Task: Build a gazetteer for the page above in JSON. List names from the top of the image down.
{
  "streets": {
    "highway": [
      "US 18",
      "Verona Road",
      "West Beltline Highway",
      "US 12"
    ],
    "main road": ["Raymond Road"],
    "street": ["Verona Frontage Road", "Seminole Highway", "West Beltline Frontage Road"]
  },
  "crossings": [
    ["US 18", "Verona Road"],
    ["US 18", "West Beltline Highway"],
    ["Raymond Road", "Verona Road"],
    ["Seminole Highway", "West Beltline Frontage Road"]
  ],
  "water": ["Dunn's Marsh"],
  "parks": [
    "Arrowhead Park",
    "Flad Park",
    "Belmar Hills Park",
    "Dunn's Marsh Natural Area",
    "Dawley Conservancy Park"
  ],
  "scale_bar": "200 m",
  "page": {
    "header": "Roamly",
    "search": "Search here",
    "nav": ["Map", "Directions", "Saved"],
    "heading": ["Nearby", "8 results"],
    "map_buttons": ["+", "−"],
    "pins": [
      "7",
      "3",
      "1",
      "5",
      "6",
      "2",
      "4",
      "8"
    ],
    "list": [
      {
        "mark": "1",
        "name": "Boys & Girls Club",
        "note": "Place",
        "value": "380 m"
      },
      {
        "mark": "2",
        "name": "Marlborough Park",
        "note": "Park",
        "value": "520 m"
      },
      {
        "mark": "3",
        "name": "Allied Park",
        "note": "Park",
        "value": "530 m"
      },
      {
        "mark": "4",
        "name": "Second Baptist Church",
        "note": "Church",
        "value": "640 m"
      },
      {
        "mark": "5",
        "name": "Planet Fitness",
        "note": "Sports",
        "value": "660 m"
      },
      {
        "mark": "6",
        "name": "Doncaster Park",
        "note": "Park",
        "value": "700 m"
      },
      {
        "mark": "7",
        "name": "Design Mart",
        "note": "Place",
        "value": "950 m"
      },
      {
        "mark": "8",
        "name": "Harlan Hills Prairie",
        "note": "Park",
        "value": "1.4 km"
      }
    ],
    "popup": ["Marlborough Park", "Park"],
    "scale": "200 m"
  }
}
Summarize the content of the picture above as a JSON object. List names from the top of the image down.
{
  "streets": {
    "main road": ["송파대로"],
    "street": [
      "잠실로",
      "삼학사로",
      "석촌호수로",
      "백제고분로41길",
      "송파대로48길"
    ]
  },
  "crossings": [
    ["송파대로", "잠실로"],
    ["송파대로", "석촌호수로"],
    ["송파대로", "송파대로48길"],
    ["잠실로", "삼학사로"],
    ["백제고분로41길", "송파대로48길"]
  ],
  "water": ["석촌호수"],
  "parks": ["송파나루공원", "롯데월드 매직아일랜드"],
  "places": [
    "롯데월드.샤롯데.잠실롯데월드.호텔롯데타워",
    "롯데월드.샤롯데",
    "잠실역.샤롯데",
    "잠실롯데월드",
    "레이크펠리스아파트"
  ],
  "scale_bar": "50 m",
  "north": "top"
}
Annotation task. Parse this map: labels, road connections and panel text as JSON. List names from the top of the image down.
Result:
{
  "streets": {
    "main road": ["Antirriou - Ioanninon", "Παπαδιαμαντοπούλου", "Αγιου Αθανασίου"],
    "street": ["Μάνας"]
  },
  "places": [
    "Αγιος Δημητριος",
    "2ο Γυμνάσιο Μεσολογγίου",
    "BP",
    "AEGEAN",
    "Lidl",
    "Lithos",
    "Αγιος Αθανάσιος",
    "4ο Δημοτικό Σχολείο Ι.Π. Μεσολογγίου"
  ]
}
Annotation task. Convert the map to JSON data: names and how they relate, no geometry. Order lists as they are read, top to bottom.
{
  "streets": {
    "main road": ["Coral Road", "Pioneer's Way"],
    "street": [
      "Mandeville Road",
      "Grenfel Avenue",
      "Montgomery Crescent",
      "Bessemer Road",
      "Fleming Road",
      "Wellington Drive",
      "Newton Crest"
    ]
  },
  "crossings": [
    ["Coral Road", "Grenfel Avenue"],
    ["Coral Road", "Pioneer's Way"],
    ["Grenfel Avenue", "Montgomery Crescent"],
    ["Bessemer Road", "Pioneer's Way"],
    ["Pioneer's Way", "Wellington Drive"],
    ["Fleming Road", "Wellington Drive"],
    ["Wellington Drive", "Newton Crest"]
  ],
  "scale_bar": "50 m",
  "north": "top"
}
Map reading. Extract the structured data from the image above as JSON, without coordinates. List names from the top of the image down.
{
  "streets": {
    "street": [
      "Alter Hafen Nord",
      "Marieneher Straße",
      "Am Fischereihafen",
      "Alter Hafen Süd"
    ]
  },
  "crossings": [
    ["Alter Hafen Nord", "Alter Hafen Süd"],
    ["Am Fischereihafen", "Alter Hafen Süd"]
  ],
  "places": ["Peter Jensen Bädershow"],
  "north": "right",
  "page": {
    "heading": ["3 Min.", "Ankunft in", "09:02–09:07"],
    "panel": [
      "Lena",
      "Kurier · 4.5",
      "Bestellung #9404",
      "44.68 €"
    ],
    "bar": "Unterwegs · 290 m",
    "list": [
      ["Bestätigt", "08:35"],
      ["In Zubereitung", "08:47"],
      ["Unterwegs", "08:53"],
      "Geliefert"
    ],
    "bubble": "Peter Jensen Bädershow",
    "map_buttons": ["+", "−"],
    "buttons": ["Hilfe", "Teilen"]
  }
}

Your objective -> All of the data should be retyped exactly.

Response to the task ->
Task: Build a gazetteer for the page above in JSON. List names from the top of the image down.
{
  "streets": {
    "highway": [
      "US 18",
      "Verona Road",
      "West Beltline Highway",
      "US 12"
    ],
    "main road": ["Raymond Road"],
    "street": ["Verona Frontage Road", "Seminole Highway", "West Beltline Frontage Road"]
  },
  "crossings": [
    ["US 18", "Verona Road"],
    ["US 18", "West Beltline Highway"],
    ["Raymond Road", "Verona Road"],
    ["Seminole Highway", "West Beltline Frontage Road"]
  ],
  "water": ["Dunn's Marsh"],
  "parks": [
    "Arrowhead Park",
    "Flad Park",
    "Belmar Hills Park",
    "Dunn's Marsh Natural Area",
    "Dawley Conservancy Park"
  ],
  "scale_bar": "200 m",
  "page": {
    "header": "Roamly",
    "search": "Search here",
    "nav": ["Map", "Directions", "Saved"],
    "heading": ["Nearby", "8 results"],
    "map_buttons": ["+", "−"],
    "pins": [
      "7",
      "3",
      "1",
      "5",
      "6",
      "2",
      "4",
      "8"
    ],
    "list": [
      {
        "mark": "1",
        "name": "Boys & Girls Club",
        "note": "Place",
        "value": "380 m"
      },
      {
        "mark": "2",
        "name": "Marlborough Park",
        "note": "Park",
        "value": "520 m"
      },
      {
        "mark": "3",
        "name": "Allied Park",
        "note": "Park",
        "value": "530 m"
      },
      {
        "mark": "4",
        "name": "Second Baptist Church",
        "note": "Church",
        "value": "640 m"
      },
      {
        "mark": "5",
        "name": "Planet Fitness",
        "note": "Sports",
        "value": "660 m"
      },
      {
        "mark": "6",
        "name": "Doncaster Park",
        "note": "Park",
        "value": "700 m"
      },
      {
        "mark": "7",
        "name": "Design Mart",
        "note": "Place",
        "value": "950 m"
      },
      {
        "mark": "8",
        "name": "Harlan Hills Prairie",
        "note": "Park",
        "value": "1.4 km"
      }
    ],
    "popup": ["Marlborough Park", "Park"],
    "scale": "200 m"
  }
}
Summarize the content of the picture above as a JSON object. List names from the top of the image down.
{
  "streets": {
    "main road": ["송파대로"],
    "street": [
      "잠실로",
      "삼학사로",
      "석촌호수로",
      "백제고분로41길",
      "송파대로48길"
    ]
  },
  "crossings": [
    ["송파대로", "잠실로"],
    ["송파대로", "석촌호수로"],
    ["송파대로", "송파대로48길"],
    ["잠실로", "삼학사로"],
    ["백제고분로41길", "송파대로48길"]
  ],
  "water": ["석촌호수"],
  "parks": ["송파나루공원", "롯데월드 매직아일랜드"],
  "places": [
    "롯데월드.샤롯데.잠실롯데월드.호텔롯데타워",
    "롯데월드.샤롯데",
    "잠실역.샤롯데",
    "잠실롯데월드",
    "레이크펠리스아파트"
  ],
  "scale_bar": "50 m",
  "north": "top"
}
Annotation task. Parse this map: labels, road connections and panel text as JSON. List names from the top of the image down.
Result:
{
  "streets": {
    "main road": ["Antirriou - Ioanninon", "Παπαδιαμαντοπούλου", "Αγιου Αθανασίου"],
    "street": ["Μάνας"]
  },
  "places": [
    "Αγιος Δημητριος",
    "2ο Γυμνάσιο Μεσολογγίου",
    "BP",
    "AEGEAN",
    "Lidl",
    "Lithos",
    "Αγιος Αθανάσιος",
    "4ο Δημοτικό Σχολείο Ι.Π. Μεσολογγίου"
  ]
}
Annotation task. Convert the map to JSON data: names and how they relate, no geometry. Order lists as they are read, top to bottom.
{
  "streets": {
    "main road": ["Coral Road", "Pioneer's Way"],
    "street": [
      "Mandeville Road",
      "Grenfel Avenue",
      "Montgomery Crescent",
      "Bessemer Road",
      "Fleming Road",
      "Wellington Drive",
      "Newton Crest"
    ]
  },
  "crossings": [
    ["Coral Road", "Grenfel Avenue"],
    ["Coral Road", "Pioneer's Way"],
    ["Grenfel Avenue", "Montgomery Crescent"],
    ["Bessemer Road", "Pioneer's Way"],
    ["Pioneer's Way", "Wellington Drive"],
    ["Fleming Road", "Wellington Drive"],
    ["Wellington Drive", "Newton Crest"]
  ],
  "scale_bar": "50 m",
  "north": "top"
}
Map reading. Extract the structured data from the image above as JSON, without coordinates. List names from the top of the image down.
{
  "streets": {
    "street": [
      "Alter Hafen Nord",
      "Marieneher Straße",
      "Am Fischereihafen",
      "Alter Hafen Süd"
    ]
  },
  "crossings": [
    ["Alter Hafen Nord", "Alter Hafen Süd"],
    ["Am Fischereihafen", "Alter Hafen Süd"]
  ],
  "places": ["Peter Jensen Bädershow"],
  "north": "right",
  "page": {
    "heading": ["3 Min.", "Ankunft in", "09:02–09:07"],
    "panel": [
      "Lena",
      "Kurier · 4.5",
      "Bestellung #9404",
      "44.68 €"
    ],
    "bar": "Unterwegs · 290 m",
    "list": [
      ["Bestätigt", "08:35"],
      ["In Zubereitung", "08:47"],
      ["Unterwegs", "08:53"],
      "Geliefert"
    ],
    "bubble": "Peter Jensen Bädershow",
    "map_buttons": ["+", "−"],
    "buttons": ["Hilfe", "Teilen"]
  }
}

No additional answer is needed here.